SA directors unclear of IT governance responsibilities

“Technology risks should form an integral part of a company's overall risk management strategy,” says Richard Dewing, CEO of automated data backup and recovery solutions company Cibecs.

“Legislation, like the Protection of Personal Information Bill in South Africa, makes it imperative for companies to carefully manage the kind of information they have, how it is used, how it is stored and how it is secured.

“Managing the security of company data requires the implementation of effective control and management systems, as well as the ability to report on the success or failure of those systems,” says Dewing. “It is crucial that organisations remember they are ultimately responsible for their data. Many of them are not taking this responsibility seriously.”

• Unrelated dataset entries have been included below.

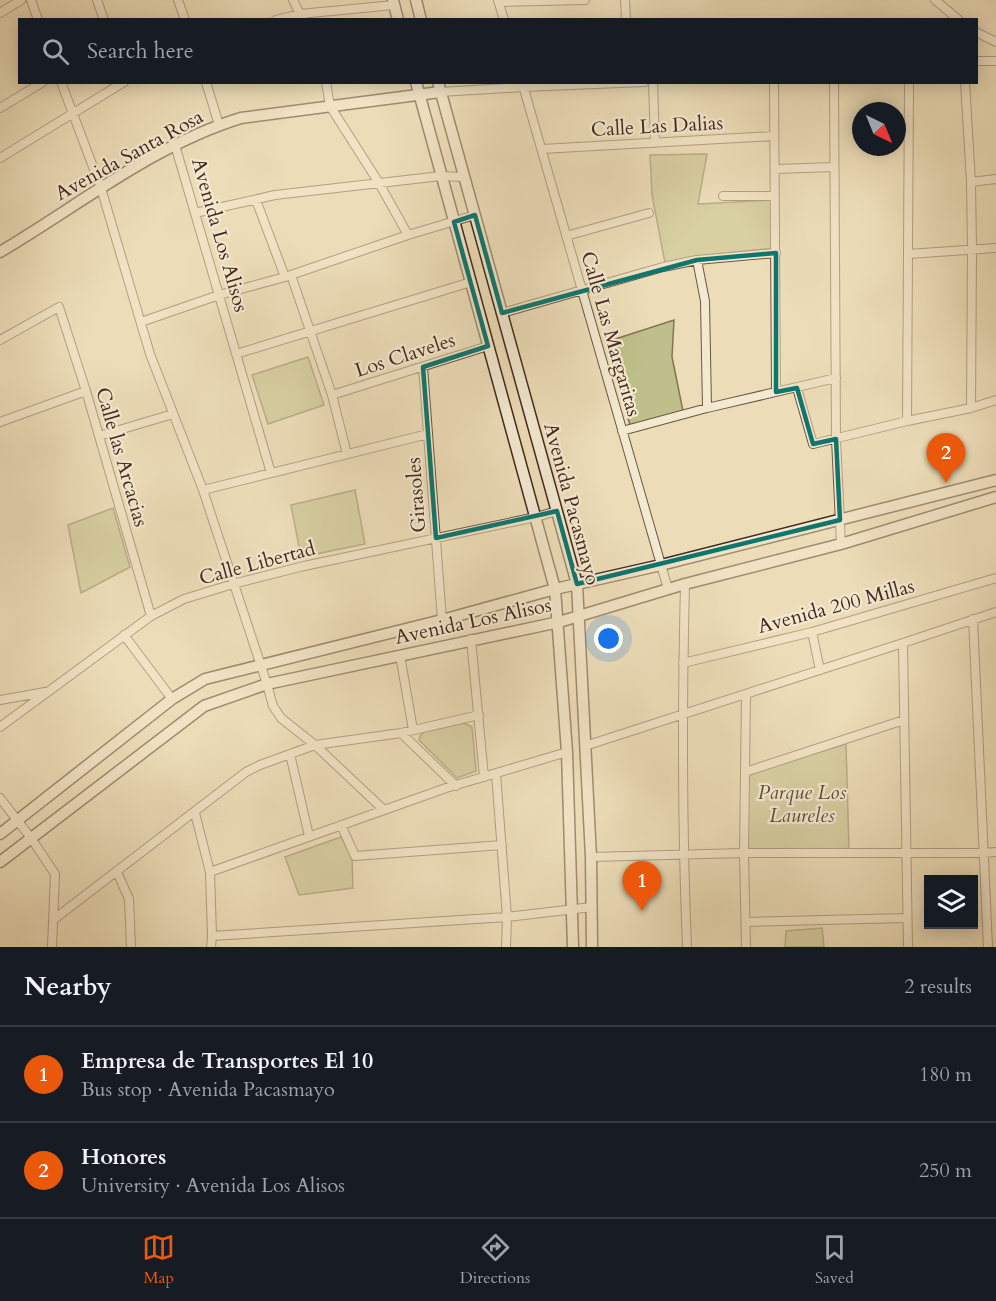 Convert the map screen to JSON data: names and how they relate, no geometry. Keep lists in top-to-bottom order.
{
  "streets": {
    "street": [
      "Calle Las Dalias",
      "Avenida Santa Rosa",
      "Avenida Los Alisos",
      "Calle Las Margaritas",
      "Los Claveles",
      "Calle las Arcacias",
      "Girasoles",
      "Avenida Pacasmayo",
      "Calle Libertad",
      "Avenida 200 Millas"
    ]
  },
  "crossings": [
    ["Calle Las Dalias", "Calle Las Margaritas"],
    ["Avenida Santa Rosa", "Avenida Los Alisos"],
    ["Avenida Santa Rosa", "Calle Las Margaritas"],
    ["Avenida Santa Rosa", "Avenida Pacasmayo"],
    ["Avenida Los Alisos", "Calle Las Margaritas"],
    ["Avenida Los Alisos", "Girasoles"],
    ["Avenida Los Alisos", "Avenida Pacasmayo"],
    ["Los Claveles", "Girasoles"],
    ["Los Claveles", "Avenida Pacasmayo"],
    ["Calle las Arcacias", "Calle Libertad"],
    ["Girasoles", "Calle Libertad"],
    ["Avenida Pacasmayo", "Calle Libertad"]
  ],
  "parks": ["Parque Los Laureles"],
  "north": "bottom right",
  "page": {
    "search": "Search here",
    "pins": ["2", "1"],
    "heading": ["Nearby", "2 results"],
    "list": [
      {
        "mark": "1",
        "name": "Empresa de Transportes El 10",
        "note": "Bus stop · Avenida Pacasmayo",
        "value": "180 m"
      },
      {
        "mark": "2",
        "name": "Honores",
        "note": "University · Avenida Los Alisos",
        "value": "250 m"
      }
    ],
    "nav": ["Map", "Directions", "Saved"]
  }
}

Implementing the guidelines set out in King III should greatly benefit any organisation in terms of operational efficiency and business continuity. The King III report has a greater focus on IT governance - separating the 'information' and 'technology' components to assist companies in managing this critical business component.

According to the report: “The board should understand the strategic importance of IT, assume responsibility for the governance of IT, and place IT governance on the board agenda.”

King III strongly emphasises the point that, when it comes to governance, risk and compliance, a company's board of directors can delegate responsibilities and functions of it, but ultimately, they are accountable for it.

The King III Report discusses key IT governance responsibilities of directors across seven principles, some of which are:

1. The board is responsible for information technology (IT) governance.
2. IT should be aligned with the performance and sustainability objectives of the company.
3. IT should form an integral part of the company's risk management.
4. A risk committee and audit committee should assist the board in carrying out its IT responsibilities.

According to the report, all boards of directors have to prove that they have an IT governance framework in place, that they employ sound information security practices, and have effectively planned for business and disaster recovery.

King III sets clear guidelines for the management of company data.

1. A company needs to be able to prove its ability to recover from a disaster. Its mechanisms to do this should be regularly tested and demonstrated to the board so it can satisfy any interested parties, and itself, of the company's capacity to effectively continue its operations in the event of a disaster.
2. The board needs to be fully aware of the legal risks associated with non-compliance to all relevant legislation governing IT - especially those affecting the “information” part of the IT function.
3. Information is subject to a range of risks that need to be managed, such as theft of intellectual property, internal risks posed by disgruntled employees and a host of other concerns that could have a damaging effect on the company's image and its operations.